This role partners closely with Network Engineering and Network Operations during new device, site, circuit, firewall, wireless, SD-WAN, voice, and platform deployments to ensure observability, inventory, alerting, logging, backup, documentation, and operational handoff are built into production readiness. The role also works directly with Network Operations and MSP partners to improve incident response, reduce alert noise, strengthen capacity and performance planning, and drive continuous service improvement. Why This Role Matters: Improves visibility into critical LAN, WAN, SD-WAN, wireless, firewall, internet, data center, cloud connectivity, and voice services.
Strengthens reliability and availability by detecting service risk earlier, improving alert quality, and reducing repeat incidents. Ensures new infrastructure deployments are fully monitored, properly inventoried, supportable, and operationally ready before handoff. Establishes credible service-level reporting so leaders, service owners, Engineering, and Operations can understand service health, risk, and improvement priorities.
Core Responsibilities: Own, administer, and continuously improve SolarWinds as a core Network Services observability platform, including node lifecycle, SNMP v2/v3 polling, custom properties, pollers, groups, dependencies, maps, alerts, reports, dashboards, and platform data quality. Develop and tune SolarWinds monitoring standards across NPM, NTA/NetFlow, NCM, IPAM/UDT, and related capabilities, including threshold design, alert logic, polling intervals, interface monitoring, capacity views, device classification, and escalation workflows. Use Syslog, NetFlow/sFlow/IPFIX, L4-L7 visibility, SNMP, device health metrics, interface counters, and other telemetry sources to identify availability, performance, capacity, and reliability risks.

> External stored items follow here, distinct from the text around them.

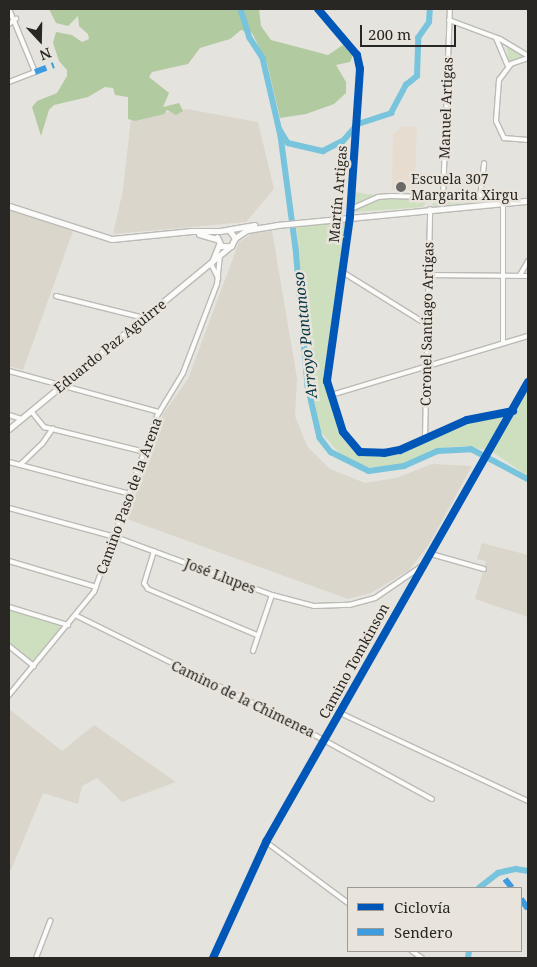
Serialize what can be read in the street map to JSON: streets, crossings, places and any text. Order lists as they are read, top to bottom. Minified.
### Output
{"streets":{"street":["Manuel Artigas","Martín Artigas","Coronel Santiago Artigas","Eduardo Paz Aguirre","Camino Paso de la Arena","José Llupes","Camino Tomkinson","Camino de la Chimenea"]},"crossings":[["Martín Artigas","Coronel Santiago Artigas"],["Martín Artigas","Camino Tomkinson"],["Camino Paso de la Arena","José Llupes"],["Camino Paso de la Arena","Camino de la Chimenea"],["José Llupes","Camino Tomkinson"],["Camino Tomkinson","Camino de la Chimenea"]],"water":["Arroyo Pantanoso"],"places":["Escuela 307 Margarita Xirgu"],"legend":["Ciclovía","Sendero"],"scale_bar":"200 m","north":"bottom"}
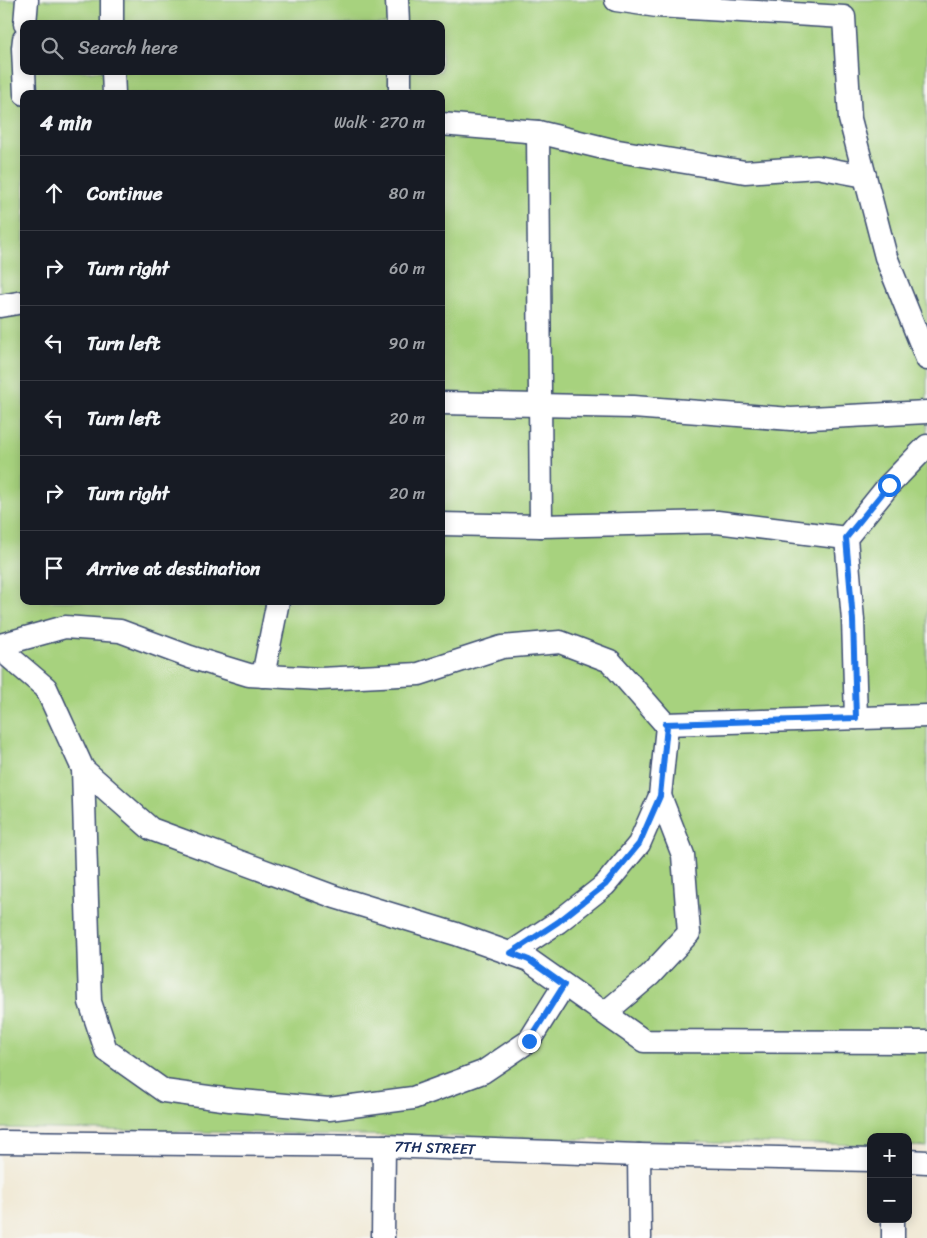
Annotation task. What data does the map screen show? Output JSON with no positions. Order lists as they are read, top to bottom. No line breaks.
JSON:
{"streets":{"street":["7TH STREET"]},"page":{"search":"Search here","heading":["4 min","Walk · 270 m"],"list":[["Continue","80 m"],["Turn right","60 m"],["Turn left","90 m"],["Turn left","20 m"],["Turn right","20 m"],"Arrive at destination"],"map_buttons":["+","−"]}}
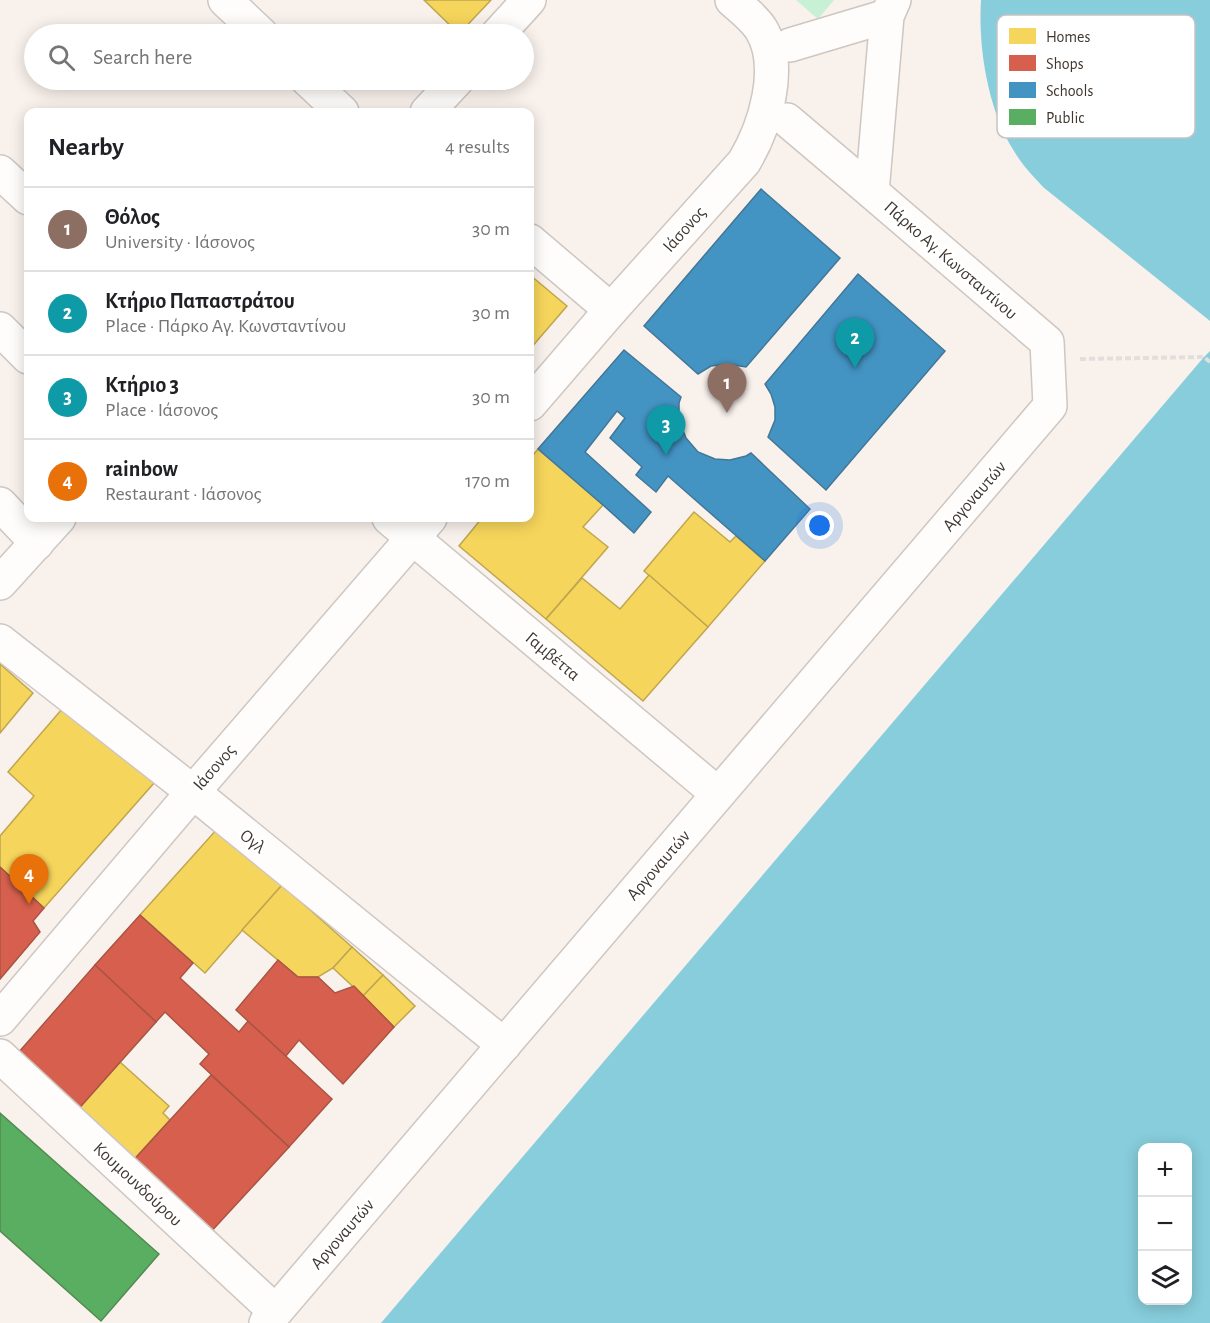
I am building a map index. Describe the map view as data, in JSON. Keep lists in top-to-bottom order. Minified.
{"streets":{"street":["Ιάσονος","Πάρκο Αγ. Κωνσταντίνου","Αργοναυτών","Γαμβέττα","Ογλ","Κουμουνδούρου"]},"crossings":[["Ιάσονος","Γαμβέττα"],["Ιάσονος","Ογλ"],["Πάρκο Αγ. Κωνσταντίνου","Αργοναυτών"],["Αργοναυτών","Γαμβέττα"],["Αργοναυτών","Ογλ"],["Αργοναυτών","Κουμουνδούρου"]],"legend":["Homes","Shops","Schools","Public"],"page":{"search":"Search here","heading":["Nearby","4 results"],"list":[{"mark":"1","name":"Θόλος","note":"University · Ιάσονος","value":"30 m"},{"mark":"2","name":"Κτήριο Παπαστράτου","note":"Place · Πάρκο Αγ. Κωνσταντίνου","value":"30 m"},{"mark":"3","name":"Κτήριο 3","note":"Place · Ιάσονος","value":"30 m"},{"mark":"4","name":"rainbow","note":"Restaurant · Ιάσονος","value":"170 m"}],"pins":["2","1","3","4"],"map_buttons":["+","−"]}}
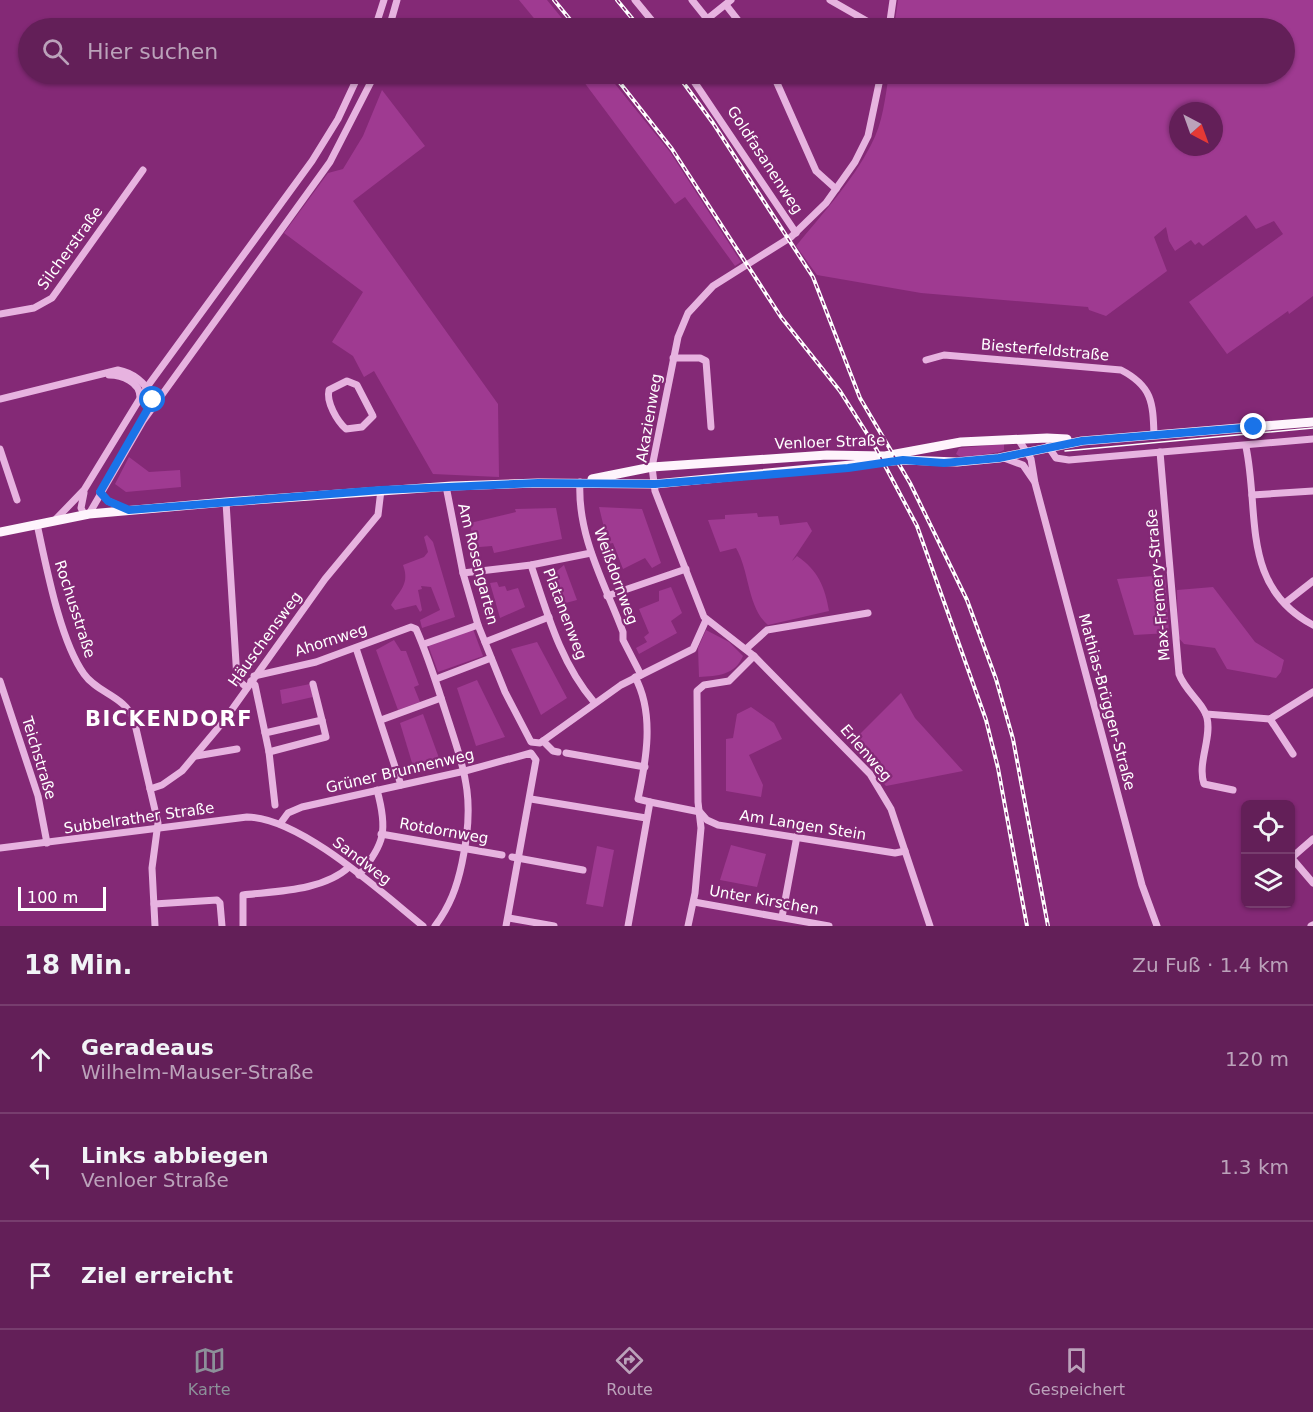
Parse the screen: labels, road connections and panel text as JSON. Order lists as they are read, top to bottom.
{
  "streets": {
    "main road": ["Venloer Straße"],
    "street": [
      "Goldfasanenweg",
      "Silcherstraße",
      "Biesterfeldstraße",
      "Akazienweg",
      "Am Rosengarten",
      "Weißdornweg",
      "Max-Fremery-Straße",
      "Rochusstraße",
      "Platanenweg",
      "Häuschensweg",
      "Ahornweg",
      "Mathias-Brüggen-Straße",
      "Erlenweg",
      "Teichstraße",
      "Grüner Brunnenweg",
      "Subbelrather Straße",
      "Am Langen Stein",
      "Rotdornweg",
      "Sandweg",
      "Unter Kirschen"
    ]
  },
  "crossings": [
    ["Goldfasanenweg", "Akazienweg"],
    ["Biesterfeldstraße", "Venloer Straße"],
    ["Akazienweg", "Venloer Straße"],
    ["Venloer Straße", "Am Rosengarten"],
    ["Venloer Straße", "Weißdornweg"],
    ["Venloer Straße", "Rochusstraße"],
    ["Venloer Straße", "Häuschensweg"],
    ["Venloer Straße", "Mathias-Brüggen-Straße"],
    ["Weißdornweg", "Am Langen Stein"],
    ["Rochusstraße", "Häuschensweg"],
    ["Rochusstraße", "Subbelrather Straße"],
    ["Häuschensweg", "Ahornweg"],
    ["Erlenweg", "Am Langen Stein"],
    ["Teichstraße", "Subbelrather Straße"],
    ["Grüner Brunnenweg", "Subbelrather Straße"],
    ["Grüner Brunnenweg", "Sandweg"],
    ["Subbelrather Straße", "Sandweg"]
  ],
  "districts": ["BICKENDORF"],
  "scale_bar": "100 m",
  "north": "bottom right",
  "page": {
    "search": "Hier suchen",
    "scale": "100 m",
    "heading": ["18 Min.", "Zu Fuß · 1.4 km"],
    "list": [
      ["Geradeaus", "Wilhelm-Mauser-Straße", "120 m"],
      ["Links abbiegen", "Venloer Straße", "1.3 km"],
      "Ziel erreicht"
    ],
    "nav": ["Karte", "Route", "Gespeichert"]
  }
}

Partner with Network Engineering on new deployments to define monitoring acceptance criteria and confirm devices, circuits, interfaces, technologies, logs, backups, inventory fields, ownership, and runbooks are complete before production support begins. Partner with Network Operations to improve incident response, availability, and performance by identifying chronic alerts, unstable devices, circuit risk, latency, packet loss, jitter, saturation, CPU/memory issues, interface errors, and recurring service degradations. Build and maintain service health dashboards, scorecards, and defined service-level reporting for availability, utilization, saturation, packet loss, latency, jitter, device health, voice quality indicators, alert volumes, incident trends, and improvement actions.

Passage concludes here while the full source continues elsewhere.